▸ **Exercise directions**
Print the records below exactly, starting at the first line and stopping after the line that contains "1px #a5a49b) drop-shadow(0". Leave out any pictures.
*** Data supplied ***
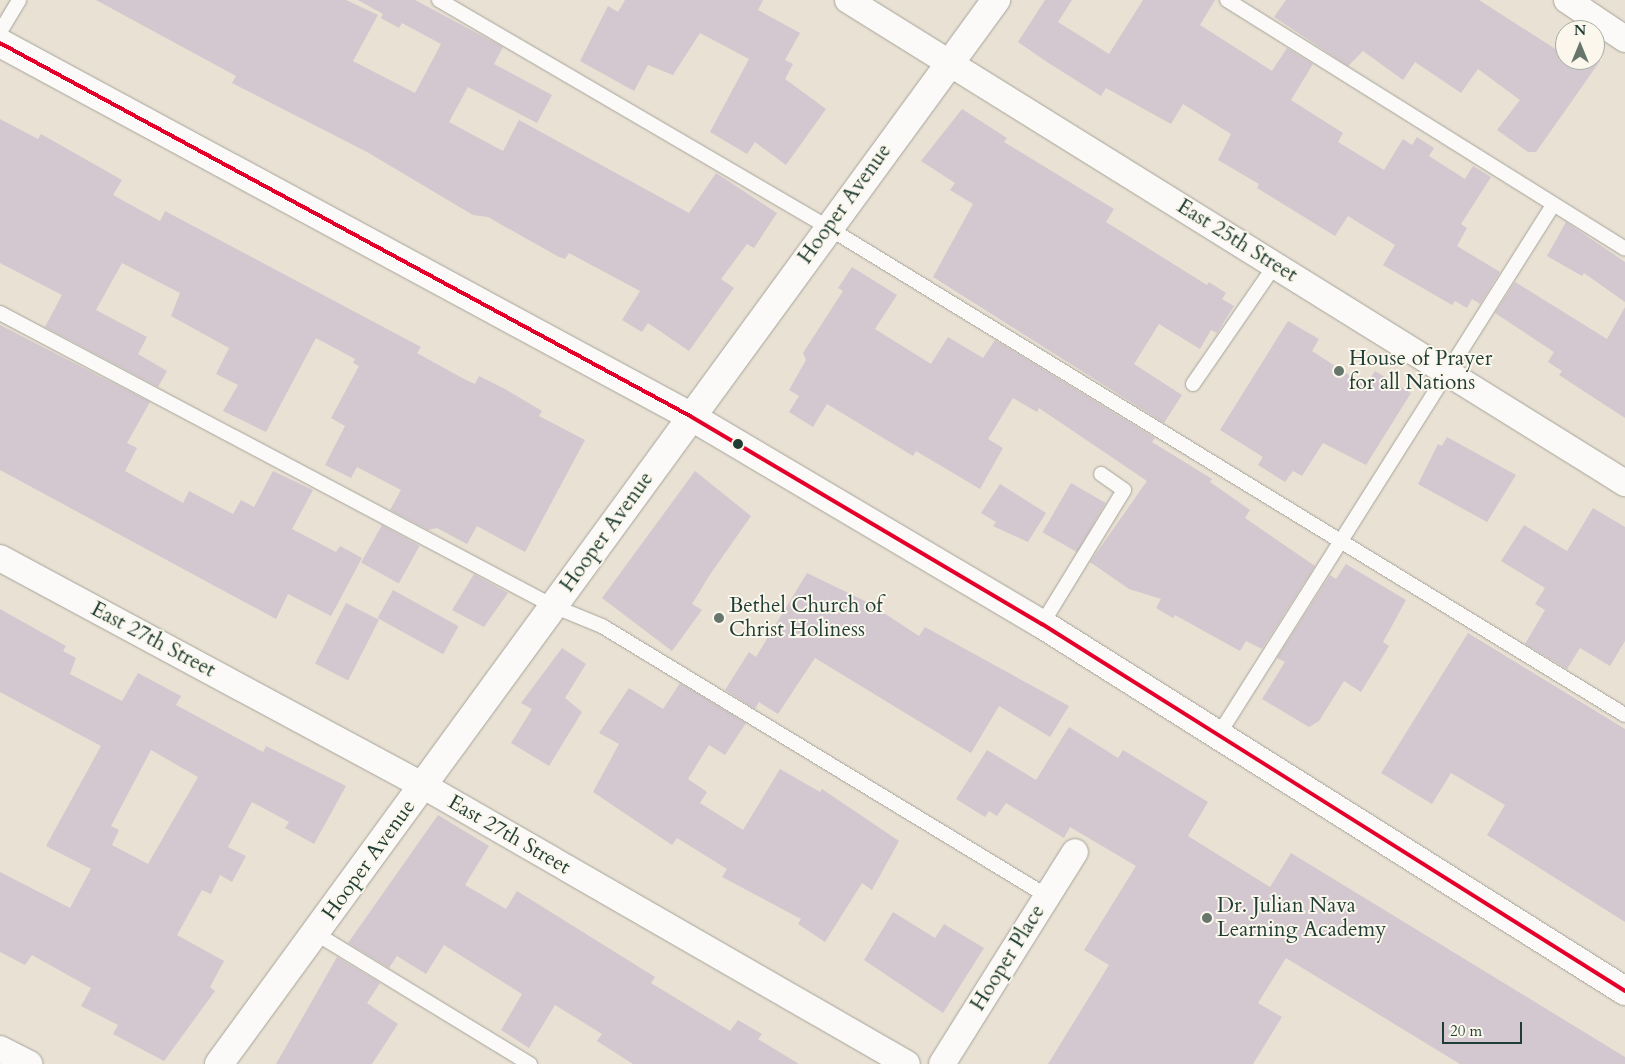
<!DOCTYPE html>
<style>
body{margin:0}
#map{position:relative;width:1625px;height:1064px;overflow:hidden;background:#e9e1d3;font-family:Cardo,serif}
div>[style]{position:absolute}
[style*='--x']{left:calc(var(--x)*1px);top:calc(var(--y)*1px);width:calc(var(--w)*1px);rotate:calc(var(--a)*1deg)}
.building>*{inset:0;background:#d3c8cf;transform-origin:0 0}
.roads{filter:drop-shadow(0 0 1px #a5a49b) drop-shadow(0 0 1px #a5a49b)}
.service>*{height:14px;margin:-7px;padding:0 7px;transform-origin:7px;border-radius:7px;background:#fcfaf8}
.minor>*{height:26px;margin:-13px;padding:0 13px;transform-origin:13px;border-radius:13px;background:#fcfaf8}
.tertiary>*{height:28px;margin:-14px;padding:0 14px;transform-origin:14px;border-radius:14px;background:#fcfaf8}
.bus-1>*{height:4px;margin:-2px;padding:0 2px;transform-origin:2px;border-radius:2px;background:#e4002b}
.dots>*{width:14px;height:14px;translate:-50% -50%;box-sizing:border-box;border:2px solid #fbf7ec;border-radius:50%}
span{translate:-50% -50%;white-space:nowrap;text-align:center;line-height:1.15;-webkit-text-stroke:4px #fbf7ec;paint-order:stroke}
.street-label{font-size:21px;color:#1f3d34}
.poi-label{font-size:21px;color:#1f3d34}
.left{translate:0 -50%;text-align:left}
.north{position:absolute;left:1555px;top:20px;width:50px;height:50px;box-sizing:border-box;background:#fbf7ec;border:1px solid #a3ada2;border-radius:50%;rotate:0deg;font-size:14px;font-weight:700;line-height:20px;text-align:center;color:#1f3d34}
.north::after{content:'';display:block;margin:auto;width:18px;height:22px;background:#66766c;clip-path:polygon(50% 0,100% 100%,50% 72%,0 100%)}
.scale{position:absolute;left:1442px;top:1022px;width:80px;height:22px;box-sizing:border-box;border:2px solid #1f3d34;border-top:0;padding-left:6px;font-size:15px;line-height:18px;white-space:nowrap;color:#1f3d34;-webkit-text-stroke:4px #fbf7ec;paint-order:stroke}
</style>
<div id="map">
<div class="building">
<i style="clip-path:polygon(96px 0,346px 0,378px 15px,353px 61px,415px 93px,441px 44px,402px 23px,399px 28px,381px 18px,383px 14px,358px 0,415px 0,503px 47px,494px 64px,552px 95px,537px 123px,468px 87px,449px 122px,503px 151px,519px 120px,689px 213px,716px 173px,777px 213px,754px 248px,747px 244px,721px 279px,734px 288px,689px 351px,648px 323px,642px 332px,622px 320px,640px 291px,569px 253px,565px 259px,559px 257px,488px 217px,473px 215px,367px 152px,232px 83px,236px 76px)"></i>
<i style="clip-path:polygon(625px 0,763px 0,758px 10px,800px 33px,785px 60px,793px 64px,785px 79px,826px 109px,786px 165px,755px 142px,747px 154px,710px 132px,749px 59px,700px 33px,673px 75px,648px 65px,634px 91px,580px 61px,608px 6px,618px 12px)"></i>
<i style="clip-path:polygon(1045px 0,1072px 0,1058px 22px,1109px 54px,1143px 0,1215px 0,1200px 25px,1272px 71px,1287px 48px,1313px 64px,1291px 100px,1343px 133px,1338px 142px,1384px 170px,1403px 139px,1412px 145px,1417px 137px,1434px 148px,1429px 156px,1465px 179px,1473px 166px,1491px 177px,1461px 224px,1467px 228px,1457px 246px,1500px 272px,1480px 304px,1472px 299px,1467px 308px,1455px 301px,1452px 305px,1383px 265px,1395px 245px,1348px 216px,1335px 236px,1257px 188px,1259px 184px,1218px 160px,1231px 134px,1183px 104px,1171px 124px,1106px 88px,1101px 96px,1047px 62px,1018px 42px)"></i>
<i style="clip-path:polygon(1286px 0,1479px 0,1557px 50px,1565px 39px,1565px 60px,1595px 57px,1600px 61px,1536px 152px,1528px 152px,1497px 130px,1520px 100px,1478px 69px,1461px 93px,1415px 62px,1403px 80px,1363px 51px,1348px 66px,1274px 17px)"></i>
<i style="clip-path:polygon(962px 109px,1007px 138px,1004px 142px,1114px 209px,1106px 222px,1207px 285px,1209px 282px,1226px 293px,1222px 299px,1234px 306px,1217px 333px,1211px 330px,1200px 349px,1159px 324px,1134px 364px,1182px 395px,1164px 423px,933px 277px,973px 204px,950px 190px,955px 183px,921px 161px)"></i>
<i style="clip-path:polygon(0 119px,38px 139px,41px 134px,122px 180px,113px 195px,160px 221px,165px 211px,421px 347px,417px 353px,464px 379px,475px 384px,479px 376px,505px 389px,542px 411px,539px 416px,585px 440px,525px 552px,477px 526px,467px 544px,437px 528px,428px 530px,390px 510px,401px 490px,357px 467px,351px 478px,325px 465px,345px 426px,331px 418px,359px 366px,353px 363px,355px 359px,316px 338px,266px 432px,223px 411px,238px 385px,216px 374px,229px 348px,171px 316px,180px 293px,122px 263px,96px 310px,147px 337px,138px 354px,167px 371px,158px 387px,45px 327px,62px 295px,0 263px)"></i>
<i style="clip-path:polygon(1566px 222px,1625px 262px,1625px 302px,1584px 273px,1582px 276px,1547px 256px)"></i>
<i style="clip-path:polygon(852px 267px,897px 295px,875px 329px,931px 364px,948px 337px,983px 358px,995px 340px,1155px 438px,1152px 442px,1212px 479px,1210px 482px,1250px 510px,1245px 518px,1315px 566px,1262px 649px,1246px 641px,1240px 651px,1175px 615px,1173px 618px,1156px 608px,1161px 599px,1129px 589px,1090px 562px,1147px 481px,1039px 408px,1037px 412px,1013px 398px,988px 439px,1003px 448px,980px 489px,916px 451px,913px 456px,827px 404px,813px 427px,789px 412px,799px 396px,789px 390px,806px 360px,803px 353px,843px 291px,838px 288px)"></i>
<i style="clip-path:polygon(1515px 282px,1607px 339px,1625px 307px,1625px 418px,1559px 375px,1562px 371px,1548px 362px,1554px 352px,1495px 313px)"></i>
<i style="clip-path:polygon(1288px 321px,1319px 339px,1312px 351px,1366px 386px,1375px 371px,1411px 393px,1366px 465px,1323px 443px,1302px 476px,1293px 471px,1285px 482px,1258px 465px,1263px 457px,1220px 430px)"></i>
<i style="clip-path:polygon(0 325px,150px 402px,127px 443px,137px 448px,125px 471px,183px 503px,189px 491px,233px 514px,241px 500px,254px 507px,273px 471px,313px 490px,292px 529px,336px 552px,340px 546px,362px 558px,331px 616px,288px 594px,276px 619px,0 470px)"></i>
<i style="clip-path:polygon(1447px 437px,1516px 475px,1487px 522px,1418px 484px,1438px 444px,1442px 446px)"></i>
<i style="clip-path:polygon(695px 471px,751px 516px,709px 576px,692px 604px,702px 610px,672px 651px,602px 598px)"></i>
<i style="left:1071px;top:483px;width:40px;height:57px;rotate:30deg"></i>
<i style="clip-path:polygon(1000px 484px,1046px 513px,1028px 542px,993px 526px,996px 522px,981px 513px)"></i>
<i style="clip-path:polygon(1593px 508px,1625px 527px,1625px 641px,1610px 666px,1580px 648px,1567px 669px,1525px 644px,1545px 610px,1535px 604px,1545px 588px,1501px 561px,1524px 525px,1567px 551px)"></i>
<i style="left:382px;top:525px;width:43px;height:43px;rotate:29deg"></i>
<i style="clip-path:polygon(1346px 564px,1406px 600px,1383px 642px,1389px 646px,1361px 692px,1344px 681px,1319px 721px,1309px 727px,1262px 699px,1285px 662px,1277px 658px,1330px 575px,1336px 579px)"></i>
<i style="clip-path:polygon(807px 573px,867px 602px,919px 636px,925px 627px,1069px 706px,1050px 737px,999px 706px,971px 753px,815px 658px,778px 714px,759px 702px,755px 709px,725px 690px,749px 652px,756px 657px)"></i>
<i style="clip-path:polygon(474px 574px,508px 593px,484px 627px,452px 610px)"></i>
<i style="left:393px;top:590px;width:75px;height:32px;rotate:29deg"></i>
<i style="left:346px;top:603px;width:37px;height:68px;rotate:27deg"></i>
<i style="clip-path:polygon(evenodd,0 609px,66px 646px,63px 651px,76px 658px,70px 674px,122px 701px,138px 673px,181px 696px,176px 705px,263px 752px,266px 746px,346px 786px,314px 844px,285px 828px,289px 822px,252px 802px,228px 847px,246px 856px,232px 882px,220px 875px,211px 894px,202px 890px,177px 935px,224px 961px,210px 987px,215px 991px,164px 1061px,113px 1034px,118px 1025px,81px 1006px,91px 988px,32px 955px,25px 965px,0 952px,0 872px,70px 908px,91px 869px,46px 846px,101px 746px,0 692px,0 609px,151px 750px,198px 777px,148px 864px,112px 845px,119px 830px,111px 826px,151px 750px)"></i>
<i style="clip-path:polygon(1468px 633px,1625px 729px,1625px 922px,1487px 835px,1505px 805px,1451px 773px,1432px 804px,1381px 773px)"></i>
<i style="clip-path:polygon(562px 648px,586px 664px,565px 698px,582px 712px,549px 766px,511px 743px,532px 709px,521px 703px)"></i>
<i style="clip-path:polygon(680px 683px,746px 723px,725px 755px,709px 745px,688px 779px,707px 792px,700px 803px,743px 830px,780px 769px,820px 792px,822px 789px,899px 841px,872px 890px,862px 883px,825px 942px,798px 924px,801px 919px,722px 877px,727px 869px,677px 838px,672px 845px,593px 792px,619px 744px,599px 733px,629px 688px,663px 709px)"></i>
<i style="clip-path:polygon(1069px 727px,1118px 758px,1123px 750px,1208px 802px,1188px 836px,1270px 887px,1291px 853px,1625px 1057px,1625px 1064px,1460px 1064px,1286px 958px,1258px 1003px,1282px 1017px,1253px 1064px,1048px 1064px,1109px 965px,1084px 950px,1136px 866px,1070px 827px,1064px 838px,1006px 803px,997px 816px,989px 811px,985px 817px,956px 799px,987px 750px,1036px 780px)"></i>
<i style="clip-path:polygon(438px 815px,489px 846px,465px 885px,506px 909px,517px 891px,655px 977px,651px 983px,730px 1031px,738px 1020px,762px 1034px,758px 1039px,799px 1064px,633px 1064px,597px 1041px,602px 1034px,555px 1005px,529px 1048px,501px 1030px,522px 994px,444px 945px,426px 974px,397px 956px,389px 968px,348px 943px)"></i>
<i style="clip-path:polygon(893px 912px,935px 938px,944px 924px,984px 948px,943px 1013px,864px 960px)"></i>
<i style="clip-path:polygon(337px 957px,380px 983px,367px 1003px,398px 1024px,372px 1064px,276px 1064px)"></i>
</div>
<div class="roads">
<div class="service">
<i style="--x:439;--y:0;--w:450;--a:30.3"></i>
<i style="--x:827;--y:227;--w:935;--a:31.45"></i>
<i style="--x:1227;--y:0;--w:469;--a:32"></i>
<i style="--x:0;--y:32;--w:37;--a:-59"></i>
<i style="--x:0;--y:313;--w:626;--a:27.92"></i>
<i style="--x:553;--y:606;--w:53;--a:22.2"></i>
<i style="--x:602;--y:626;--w:521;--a:31.25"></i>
<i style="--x:1193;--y:384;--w:145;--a:-55.4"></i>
<i style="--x:1042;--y:624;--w:157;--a:-58.5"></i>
<i style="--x:1124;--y:490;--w:28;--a:-145"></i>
<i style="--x:1219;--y:734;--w:626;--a:-57.73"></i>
<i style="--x:315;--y:933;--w:252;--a:31.4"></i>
</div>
<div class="minor">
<i style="--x:848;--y:0;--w:915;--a:31.87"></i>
<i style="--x:1567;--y:0;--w:70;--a:33.9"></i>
<i style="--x:0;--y:558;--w:481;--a:28.3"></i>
<i style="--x:424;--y:786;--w:557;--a:29.92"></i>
<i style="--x:0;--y:1049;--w:33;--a:27"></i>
<i style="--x:942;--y:1064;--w:250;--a:-57.9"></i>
</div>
<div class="tertiary">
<i style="--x:0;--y:43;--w:784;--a:28.39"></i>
<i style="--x:690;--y:416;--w:409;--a:30.6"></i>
<i style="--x:1042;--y:624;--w:689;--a:32.19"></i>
<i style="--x:219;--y:1064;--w:1318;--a:-53.86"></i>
</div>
</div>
<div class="bus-1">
<i style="--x:0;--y:43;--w:784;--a:28.39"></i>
<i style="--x:690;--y:416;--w:409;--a:30.6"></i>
<i style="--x:1042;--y:624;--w:689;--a:32.19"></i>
</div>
<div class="dots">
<i style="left:1339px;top:371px;background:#66766c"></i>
<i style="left:738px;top:444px;background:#1f3d34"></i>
<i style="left:719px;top:618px;background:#66766c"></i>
<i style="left:1207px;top:918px;background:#66766c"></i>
</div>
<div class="street-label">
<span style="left:845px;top:204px;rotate:-54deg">Hooper Avenue</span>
<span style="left:1237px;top:241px;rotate:32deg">East 25th Street</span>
<span style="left:607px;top:532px;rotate:-54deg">Hooper Avenue</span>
<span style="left:153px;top:640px;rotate:28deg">East 27th Street</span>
<span style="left:509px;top:835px;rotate:30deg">East 27th Street</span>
<span style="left:369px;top:860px;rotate:-54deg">Hooper Avenue</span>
<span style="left:1008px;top:958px;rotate:-58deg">Hooper Place</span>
</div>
<div class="poi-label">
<span class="left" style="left:1349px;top:371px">House of Prayer<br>for all Nations</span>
<span class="left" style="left:729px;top:618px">Bethel Church of<br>Christ Holiness</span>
<span class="left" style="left:1217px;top:918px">Dr. Julian Nava<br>Learning Academy</span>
</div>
<div class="north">N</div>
<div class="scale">20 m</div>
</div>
*** End of Data supplied ***
▸ **The answer**
<!DOCTYPE html>
<style>
body{margin:0}
#map{position:relative;width:1625px;height:1064px;overflow:hidden;background:#e9e1d3;font-family:Cardo,serif}
div>[style]{position:absolute}
[style*='--x']{left:calc(var(--x)*1px);top:calc(var(--y)*1px);width:calc(var(--w)*1px);rotate:calc(var(--a)*1deg)}
.building>*{inset:0;background:#d3c8cf;transform-origin:0 0}
.roads{filter:drop-shadow(0 0 1px #a5a49b) drop-shadow(0 0 1px #a5a49b)}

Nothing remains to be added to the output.